▶ [Problem to work on] Every line below that holds the word "filter" must be listed.

----------------------------------------

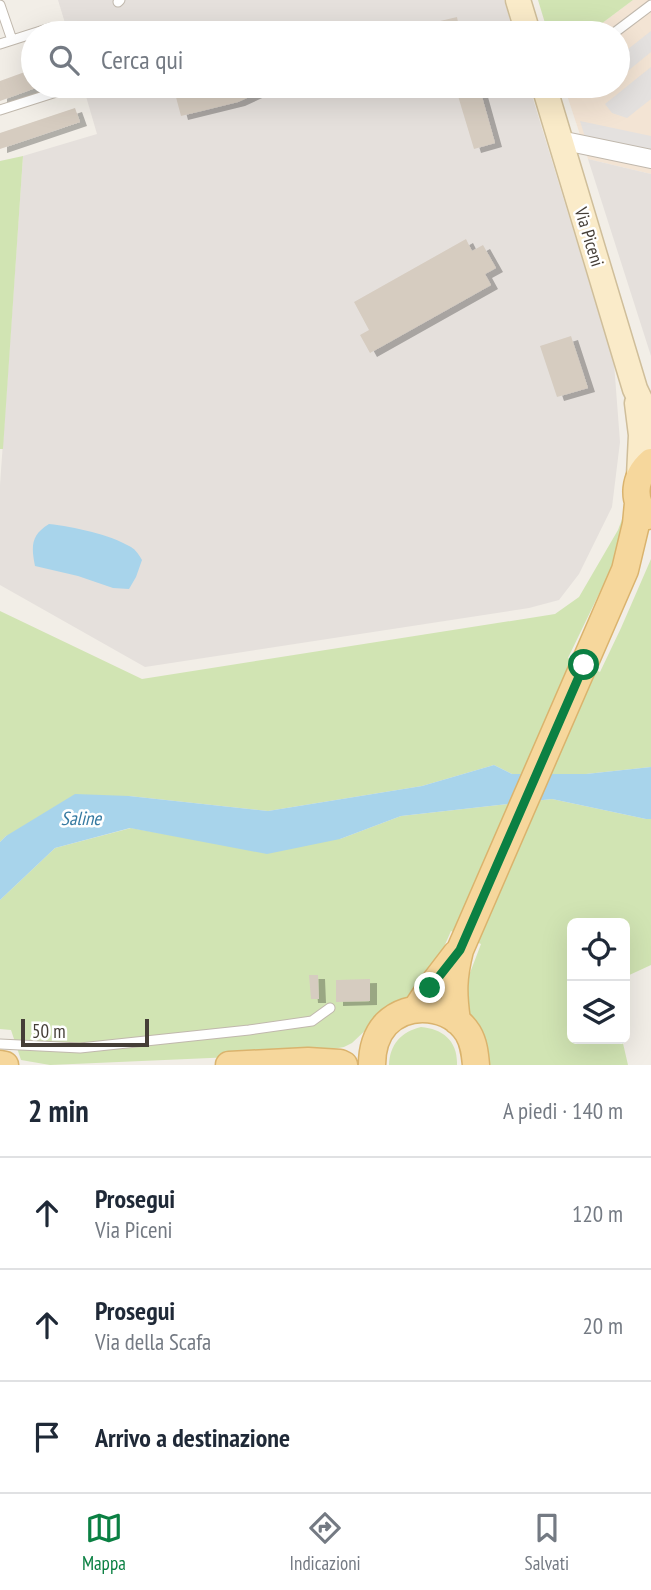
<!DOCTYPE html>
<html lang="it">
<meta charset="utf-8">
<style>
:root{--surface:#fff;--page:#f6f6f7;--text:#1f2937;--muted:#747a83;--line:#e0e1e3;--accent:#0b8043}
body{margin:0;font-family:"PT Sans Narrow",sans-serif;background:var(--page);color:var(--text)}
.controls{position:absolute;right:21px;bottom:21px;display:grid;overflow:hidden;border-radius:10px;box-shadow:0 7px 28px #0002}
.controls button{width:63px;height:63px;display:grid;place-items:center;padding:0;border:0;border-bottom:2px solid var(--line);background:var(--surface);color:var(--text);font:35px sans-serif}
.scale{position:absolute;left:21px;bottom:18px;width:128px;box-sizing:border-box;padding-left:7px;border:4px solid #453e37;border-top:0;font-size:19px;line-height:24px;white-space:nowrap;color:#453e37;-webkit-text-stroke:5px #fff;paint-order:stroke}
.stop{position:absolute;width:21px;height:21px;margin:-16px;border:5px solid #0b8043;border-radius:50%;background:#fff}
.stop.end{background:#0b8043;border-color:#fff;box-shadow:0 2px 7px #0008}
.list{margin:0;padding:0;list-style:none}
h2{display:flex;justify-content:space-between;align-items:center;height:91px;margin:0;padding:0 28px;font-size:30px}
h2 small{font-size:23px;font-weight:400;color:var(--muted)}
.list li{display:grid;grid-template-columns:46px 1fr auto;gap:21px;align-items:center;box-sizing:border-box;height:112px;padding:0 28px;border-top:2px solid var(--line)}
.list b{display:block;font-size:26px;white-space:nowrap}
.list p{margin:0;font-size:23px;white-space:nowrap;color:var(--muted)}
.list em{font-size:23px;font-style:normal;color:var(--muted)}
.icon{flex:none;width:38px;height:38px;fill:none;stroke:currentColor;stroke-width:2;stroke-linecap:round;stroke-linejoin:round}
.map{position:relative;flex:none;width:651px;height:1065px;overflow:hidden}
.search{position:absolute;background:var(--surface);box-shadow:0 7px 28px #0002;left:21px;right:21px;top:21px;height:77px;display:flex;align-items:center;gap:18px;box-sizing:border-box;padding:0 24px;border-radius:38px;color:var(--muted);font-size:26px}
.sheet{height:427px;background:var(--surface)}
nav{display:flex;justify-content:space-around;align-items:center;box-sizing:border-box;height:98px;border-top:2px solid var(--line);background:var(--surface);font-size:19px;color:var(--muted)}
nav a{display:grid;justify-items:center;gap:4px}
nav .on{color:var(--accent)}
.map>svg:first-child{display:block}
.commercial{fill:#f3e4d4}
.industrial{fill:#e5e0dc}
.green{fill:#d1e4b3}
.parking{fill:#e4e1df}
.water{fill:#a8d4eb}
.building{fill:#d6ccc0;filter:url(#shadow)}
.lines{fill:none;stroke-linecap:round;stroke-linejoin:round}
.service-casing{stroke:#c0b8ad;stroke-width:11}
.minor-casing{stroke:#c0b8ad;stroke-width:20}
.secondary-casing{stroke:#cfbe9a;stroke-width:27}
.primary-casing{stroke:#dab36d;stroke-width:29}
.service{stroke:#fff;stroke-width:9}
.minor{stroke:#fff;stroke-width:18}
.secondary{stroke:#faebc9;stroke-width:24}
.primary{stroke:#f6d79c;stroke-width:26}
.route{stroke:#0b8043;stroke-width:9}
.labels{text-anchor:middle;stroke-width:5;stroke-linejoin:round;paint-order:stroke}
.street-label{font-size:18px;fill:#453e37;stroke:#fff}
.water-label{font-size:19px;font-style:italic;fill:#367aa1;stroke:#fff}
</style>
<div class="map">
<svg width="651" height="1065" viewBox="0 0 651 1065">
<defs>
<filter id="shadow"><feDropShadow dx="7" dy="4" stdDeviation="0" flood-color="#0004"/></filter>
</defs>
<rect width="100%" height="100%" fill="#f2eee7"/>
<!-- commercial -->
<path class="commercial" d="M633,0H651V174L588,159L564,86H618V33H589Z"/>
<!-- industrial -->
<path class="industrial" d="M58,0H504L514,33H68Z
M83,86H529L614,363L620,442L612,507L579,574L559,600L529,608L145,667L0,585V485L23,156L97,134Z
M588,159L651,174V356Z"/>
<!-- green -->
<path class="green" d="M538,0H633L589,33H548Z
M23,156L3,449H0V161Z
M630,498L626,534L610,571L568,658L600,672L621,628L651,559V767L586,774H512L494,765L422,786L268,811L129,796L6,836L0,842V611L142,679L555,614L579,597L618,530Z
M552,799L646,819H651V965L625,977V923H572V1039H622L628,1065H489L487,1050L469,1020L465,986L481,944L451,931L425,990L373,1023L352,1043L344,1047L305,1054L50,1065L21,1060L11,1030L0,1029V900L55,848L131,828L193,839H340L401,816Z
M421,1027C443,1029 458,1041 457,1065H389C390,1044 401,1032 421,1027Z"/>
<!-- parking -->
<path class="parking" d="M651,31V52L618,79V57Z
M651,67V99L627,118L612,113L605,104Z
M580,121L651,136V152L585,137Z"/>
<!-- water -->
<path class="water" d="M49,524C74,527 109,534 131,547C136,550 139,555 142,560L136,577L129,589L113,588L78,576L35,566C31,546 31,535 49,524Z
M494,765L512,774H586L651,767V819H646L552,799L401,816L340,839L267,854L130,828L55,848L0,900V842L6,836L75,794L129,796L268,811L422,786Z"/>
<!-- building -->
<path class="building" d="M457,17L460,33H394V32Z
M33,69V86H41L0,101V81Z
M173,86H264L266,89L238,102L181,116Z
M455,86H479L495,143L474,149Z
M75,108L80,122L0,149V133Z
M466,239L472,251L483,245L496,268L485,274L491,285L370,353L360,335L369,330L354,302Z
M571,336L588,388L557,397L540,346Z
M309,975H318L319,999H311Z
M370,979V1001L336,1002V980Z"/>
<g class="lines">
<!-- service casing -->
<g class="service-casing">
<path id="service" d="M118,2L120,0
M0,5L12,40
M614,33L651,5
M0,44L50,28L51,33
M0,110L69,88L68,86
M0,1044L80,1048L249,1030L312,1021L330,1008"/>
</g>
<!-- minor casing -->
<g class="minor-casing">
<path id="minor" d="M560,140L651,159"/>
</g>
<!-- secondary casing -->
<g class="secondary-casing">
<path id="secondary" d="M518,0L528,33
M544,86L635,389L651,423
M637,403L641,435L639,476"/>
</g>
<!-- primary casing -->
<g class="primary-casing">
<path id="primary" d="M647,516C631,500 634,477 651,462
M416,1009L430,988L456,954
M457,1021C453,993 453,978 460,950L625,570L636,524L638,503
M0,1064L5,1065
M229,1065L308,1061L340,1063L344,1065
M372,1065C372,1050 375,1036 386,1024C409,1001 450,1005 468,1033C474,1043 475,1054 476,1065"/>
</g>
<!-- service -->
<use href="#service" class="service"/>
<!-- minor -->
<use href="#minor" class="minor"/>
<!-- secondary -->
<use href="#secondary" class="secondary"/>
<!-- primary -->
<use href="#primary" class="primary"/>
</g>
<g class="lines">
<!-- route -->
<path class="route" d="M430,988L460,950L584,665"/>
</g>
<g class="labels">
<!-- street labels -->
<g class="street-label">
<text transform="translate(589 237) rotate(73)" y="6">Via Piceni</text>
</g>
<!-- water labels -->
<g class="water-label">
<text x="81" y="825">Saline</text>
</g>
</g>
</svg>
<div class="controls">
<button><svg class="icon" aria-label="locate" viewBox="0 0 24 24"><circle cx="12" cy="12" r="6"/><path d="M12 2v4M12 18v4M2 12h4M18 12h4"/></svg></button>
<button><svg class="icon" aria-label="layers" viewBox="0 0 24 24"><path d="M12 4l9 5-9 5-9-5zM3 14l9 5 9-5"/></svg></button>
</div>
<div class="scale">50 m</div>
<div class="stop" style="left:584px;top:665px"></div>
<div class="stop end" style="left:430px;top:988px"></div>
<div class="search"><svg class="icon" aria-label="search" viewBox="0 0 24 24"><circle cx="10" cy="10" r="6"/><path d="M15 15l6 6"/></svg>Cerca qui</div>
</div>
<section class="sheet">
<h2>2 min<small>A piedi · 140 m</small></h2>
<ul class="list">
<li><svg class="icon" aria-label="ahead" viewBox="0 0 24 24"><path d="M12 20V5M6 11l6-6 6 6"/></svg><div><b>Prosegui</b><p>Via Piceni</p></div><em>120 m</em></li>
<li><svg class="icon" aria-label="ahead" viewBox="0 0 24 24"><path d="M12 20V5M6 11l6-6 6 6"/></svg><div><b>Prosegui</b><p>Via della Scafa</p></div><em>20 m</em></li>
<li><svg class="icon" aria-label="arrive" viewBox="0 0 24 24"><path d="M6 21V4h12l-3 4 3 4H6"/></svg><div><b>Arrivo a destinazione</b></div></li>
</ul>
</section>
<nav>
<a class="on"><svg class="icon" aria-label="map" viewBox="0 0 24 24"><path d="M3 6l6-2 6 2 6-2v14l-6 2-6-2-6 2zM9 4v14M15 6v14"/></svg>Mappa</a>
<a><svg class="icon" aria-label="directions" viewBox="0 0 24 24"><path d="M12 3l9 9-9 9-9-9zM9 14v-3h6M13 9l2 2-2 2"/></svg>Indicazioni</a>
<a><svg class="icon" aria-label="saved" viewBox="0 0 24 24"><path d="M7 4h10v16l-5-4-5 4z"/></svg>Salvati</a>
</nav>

----------------------------------------

▶ [Task output]
.building{fill:#d6ccc0;filter:url(#shadow)}
<filter id="shadow"><feDropShadow dx="7" dy="4" stdDeviation="0" flood-color="#0004"/></filter>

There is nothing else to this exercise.